Detect Numbers from a Display with LLMs

For the displays cut out from my Minol heat usage meter I trained a CNN to classify the cut out numbers years ago. I plan on retraining and reevaluating this code, but in 2024 I have to try to use the current GPT4 model and the current image processing capable of Gemini for this.

Gemini 1.5 Flash

So I did some exploration on how good this works and first started with Gemini 1.5 Flash. This failed horrendously. Gemini most of the time returns 255 as number on the display, and I was not encouraged to experiment further with Gemini.

Examples:

/images/digits-llm-gemini.png/images/digits-llm-gemini-2.png

GPT-4o-mini

Next I tried OpenAIs GPT-4o-mini and the results felt really good. Even when nothing is on the display it didn't hallucinate:

/images/digits-llm-gpt4o.png/images/digits-llm-gpt4o-no-result.png

Automate

So I decided that a few Euros are worth it to automate this and try a reasonable sample of images.

Calling OpenAI completion with an image inline:

def query_gpt(img_binary):
    img_base64 = base64.b64encode(img_binary).decode("utf-8")
    img_str = f"data:image/jpeg;base64,{img_base64}"

    client = OpenAI(api_key=API_KEY)

    response = client.chat.completions.create(
      model="gpt-4o-mini",
      messages=[{
        "role": "user",
        "content": [
          {
            "type": "text",
            "text": "What are the numbers on the display? Please answer only with the number.",
          },
          {"type": "image_url", "image_url": {"url": img_str}},
        ],}], max_tokens=300,
    )
    return response.choices[0].message.content

The img_binary is either the field from the SQLite table, or a fp.read() of an actual image file.

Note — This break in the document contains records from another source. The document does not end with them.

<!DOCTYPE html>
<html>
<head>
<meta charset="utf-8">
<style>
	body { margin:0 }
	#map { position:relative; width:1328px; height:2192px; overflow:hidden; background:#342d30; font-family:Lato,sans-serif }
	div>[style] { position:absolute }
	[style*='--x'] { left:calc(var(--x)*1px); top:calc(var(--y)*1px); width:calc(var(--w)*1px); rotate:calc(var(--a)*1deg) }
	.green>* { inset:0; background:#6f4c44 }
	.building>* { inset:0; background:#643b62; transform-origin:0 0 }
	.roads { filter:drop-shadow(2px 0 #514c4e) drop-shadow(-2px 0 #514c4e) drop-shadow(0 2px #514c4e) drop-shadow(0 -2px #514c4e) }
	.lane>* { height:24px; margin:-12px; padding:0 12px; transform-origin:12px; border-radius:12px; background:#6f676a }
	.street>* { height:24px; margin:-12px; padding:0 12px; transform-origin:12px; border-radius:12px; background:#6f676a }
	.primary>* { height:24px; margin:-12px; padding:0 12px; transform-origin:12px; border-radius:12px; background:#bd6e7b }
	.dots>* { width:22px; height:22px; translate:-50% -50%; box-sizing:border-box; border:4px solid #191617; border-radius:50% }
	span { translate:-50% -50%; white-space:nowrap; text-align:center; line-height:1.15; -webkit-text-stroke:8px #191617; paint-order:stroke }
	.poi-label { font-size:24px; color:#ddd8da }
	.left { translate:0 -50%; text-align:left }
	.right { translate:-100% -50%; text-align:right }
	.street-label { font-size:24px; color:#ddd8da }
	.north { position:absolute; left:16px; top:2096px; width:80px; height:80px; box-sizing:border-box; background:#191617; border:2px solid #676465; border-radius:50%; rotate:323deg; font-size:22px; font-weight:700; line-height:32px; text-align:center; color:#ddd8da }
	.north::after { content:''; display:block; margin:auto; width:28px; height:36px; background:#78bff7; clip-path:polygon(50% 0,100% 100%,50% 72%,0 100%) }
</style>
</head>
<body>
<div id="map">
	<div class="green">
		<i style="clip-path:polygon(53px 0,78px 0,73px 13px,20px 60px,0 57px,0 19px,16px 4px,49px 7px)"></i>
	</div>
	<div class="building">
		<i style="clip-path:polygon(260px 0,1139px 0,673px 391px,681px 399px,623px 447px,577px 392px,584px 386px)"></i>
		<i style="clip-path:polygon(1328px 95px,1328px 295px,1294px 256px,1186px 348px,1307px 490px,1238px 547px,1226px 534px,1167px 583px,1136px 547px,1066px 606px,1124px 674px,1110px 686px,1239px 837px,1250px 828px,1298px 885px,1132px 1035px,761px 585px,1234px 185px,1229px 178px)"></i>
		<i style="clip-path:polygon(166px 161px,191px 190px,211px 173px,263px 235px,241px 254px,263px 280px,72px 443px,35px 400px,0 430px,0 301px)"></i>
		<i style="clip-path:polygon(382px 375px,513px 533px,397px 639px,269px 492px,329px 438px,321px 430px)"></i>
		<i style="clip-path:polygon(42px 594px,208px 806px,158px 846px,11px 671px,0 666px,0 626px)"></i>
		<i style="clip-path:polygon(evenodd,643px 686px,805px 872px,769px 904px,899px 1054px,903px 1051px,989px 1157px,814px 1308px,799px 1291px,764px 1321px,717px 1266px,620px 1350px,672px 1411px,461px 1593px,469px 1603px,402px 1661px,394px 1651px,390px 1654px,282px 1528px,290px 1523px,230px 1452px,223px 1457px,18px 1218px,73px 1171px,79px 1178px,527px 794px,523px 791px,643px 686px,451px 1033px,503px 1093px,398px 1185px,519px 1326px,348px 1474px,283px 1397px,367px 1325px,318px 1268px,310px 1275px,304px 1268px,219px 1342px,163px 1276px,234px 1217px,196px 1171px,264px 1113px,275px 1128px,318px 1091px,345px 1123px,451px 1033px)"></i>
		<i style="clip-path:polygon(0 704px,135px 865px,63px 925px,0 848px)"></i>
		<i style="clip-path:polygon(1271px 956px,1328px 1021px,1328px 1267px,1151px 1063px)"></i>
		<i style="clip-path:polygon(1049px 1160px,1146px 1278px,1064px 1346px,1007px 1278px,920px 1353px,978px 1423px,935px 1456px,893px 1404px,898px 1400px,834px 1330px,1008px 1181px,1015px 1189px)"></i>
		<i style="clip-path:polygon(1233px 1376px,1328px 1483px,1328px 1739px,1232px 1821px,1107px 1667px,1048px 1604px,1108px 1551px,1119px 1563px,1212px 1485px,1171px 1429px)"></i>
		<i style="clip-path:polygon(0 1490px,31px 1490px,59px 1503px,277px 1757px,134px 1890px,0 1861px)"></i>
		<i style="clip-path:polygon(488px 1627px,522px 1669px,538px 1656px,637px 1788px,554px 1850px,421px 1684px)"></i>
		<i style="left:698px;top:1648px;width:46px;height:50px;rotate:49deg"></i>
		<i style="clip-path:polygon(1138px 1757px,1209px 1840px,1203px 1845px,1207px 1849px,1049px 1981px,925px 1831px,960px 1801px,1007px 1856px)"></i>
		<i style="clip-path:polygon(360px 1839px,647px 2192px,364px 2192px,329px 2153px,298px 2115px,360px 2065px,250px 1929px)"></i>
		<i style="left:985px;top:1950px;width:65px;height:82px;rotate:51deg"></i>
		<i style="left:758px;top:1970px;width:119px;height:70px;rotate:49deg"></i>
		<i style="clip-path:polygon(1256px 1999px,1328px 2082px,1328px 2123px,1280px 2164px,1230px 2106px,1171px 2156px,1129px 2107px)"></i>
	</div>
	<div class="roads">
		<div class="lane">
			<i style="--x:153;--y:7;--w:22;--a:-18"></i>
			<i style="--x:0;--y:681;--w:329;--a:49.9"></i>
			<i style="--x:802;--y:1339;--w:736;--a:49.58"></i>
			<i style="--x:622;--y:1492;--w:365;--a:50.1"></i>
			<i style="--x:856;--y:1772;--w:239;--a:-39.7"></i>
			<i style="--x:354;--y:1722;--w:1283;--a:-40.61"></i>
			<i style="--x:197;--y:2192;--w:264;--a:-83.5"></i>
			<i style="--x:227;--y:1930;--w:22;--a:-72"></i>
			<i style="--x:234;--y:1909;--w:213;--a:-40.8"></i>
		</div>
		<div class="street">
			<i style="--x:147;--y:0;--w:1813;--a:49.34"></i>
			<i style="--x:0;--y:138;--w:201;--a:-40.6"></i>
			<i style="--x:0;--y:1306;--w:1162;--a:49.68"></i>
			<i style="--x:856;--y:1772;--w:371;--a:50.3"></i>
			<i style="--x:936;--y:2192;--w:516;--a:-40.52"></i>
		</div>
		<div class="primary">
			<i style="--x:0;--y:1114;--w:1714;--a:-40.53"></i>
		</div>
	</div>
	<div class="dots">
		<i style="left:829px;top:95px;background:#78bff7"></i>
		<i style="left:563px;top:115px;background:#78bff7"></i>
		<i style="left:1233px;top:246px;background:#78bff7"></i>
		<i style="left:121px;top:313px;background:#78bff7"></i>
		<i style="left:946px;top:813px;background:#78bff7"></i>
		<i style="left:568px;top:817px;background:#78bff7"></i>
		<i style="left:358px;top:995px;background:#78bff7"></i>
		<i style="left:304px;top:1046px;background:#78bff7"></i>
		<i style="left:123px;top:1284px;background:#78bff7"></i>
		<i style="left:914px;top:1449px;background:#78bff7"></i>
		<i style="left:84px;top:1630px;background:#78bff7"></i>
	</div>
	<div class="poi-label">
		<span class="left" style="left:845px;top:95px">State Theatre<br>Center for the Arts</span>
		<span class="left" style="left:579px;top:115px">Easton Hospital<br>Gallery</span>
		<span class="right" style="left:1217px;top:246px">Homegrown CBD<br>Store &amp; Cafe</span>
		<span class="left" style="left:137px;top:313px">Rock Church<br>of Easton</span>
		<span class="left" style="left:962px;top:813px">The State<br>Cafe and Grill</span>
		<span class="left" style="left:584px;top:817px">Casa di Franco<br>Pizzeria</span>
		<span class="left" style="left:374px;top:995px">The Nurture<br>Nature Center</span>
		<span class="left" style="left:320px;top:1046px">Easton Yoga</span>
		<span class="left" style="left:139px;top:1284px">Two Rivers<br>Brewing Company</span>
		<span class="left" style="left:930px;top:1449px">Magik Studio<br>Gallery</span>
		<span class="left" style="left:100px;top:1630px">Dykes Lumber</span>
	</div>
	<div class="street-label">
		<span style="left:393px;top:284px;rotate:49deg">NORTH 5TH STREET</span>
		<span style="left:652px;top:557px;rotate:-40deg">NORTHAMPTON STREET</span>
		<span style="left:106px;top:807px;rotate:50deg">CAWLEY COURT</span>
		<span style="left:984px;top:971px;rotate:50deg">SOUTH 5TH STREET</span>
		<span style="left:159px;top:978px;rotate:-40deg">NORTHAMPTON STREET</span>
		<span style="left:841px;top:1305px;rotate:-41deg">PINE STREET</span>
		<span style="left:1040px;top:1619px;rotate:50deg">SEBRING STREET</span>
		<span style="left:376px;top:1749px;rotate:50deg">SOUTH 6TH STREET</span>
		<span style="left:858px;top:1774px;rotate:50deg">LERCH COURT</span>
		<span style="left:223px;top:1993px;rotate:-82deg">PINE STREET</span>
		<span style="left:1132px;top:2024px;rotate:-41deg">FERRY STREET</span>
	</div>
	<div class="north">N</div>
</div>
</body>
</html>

Scrolling over the results I see errors -- time to evaluate this. So I manually labeled the images by writing the correct value into a new field in the SQLite table. To do this I used a bit of Javascript and the new Datasette JSON write API from the current 1.0alpha version of Datasette. More on this (including some code) in the next blog post.

So after manually either accept the GPT value or set a new value, the results are not as good as it felt when scrolling over them. Only 57% of the GPT answers are correct.

/images/gpt4-minol-results.png

The manual labeling was really fast. And I didn't need to fiddle around with the messy images: Some were cut-off, some not perfectly aligned and the ones that are really good have correct values from the LLM. So I will use GPT-4o-mini to label the rest of the images and then decide if I manually correct them or not. To get a trend it is enough to have a good value per day. Filtering should not be that hard, because the value should be higher than the previous one and the difference per day cannot be too much.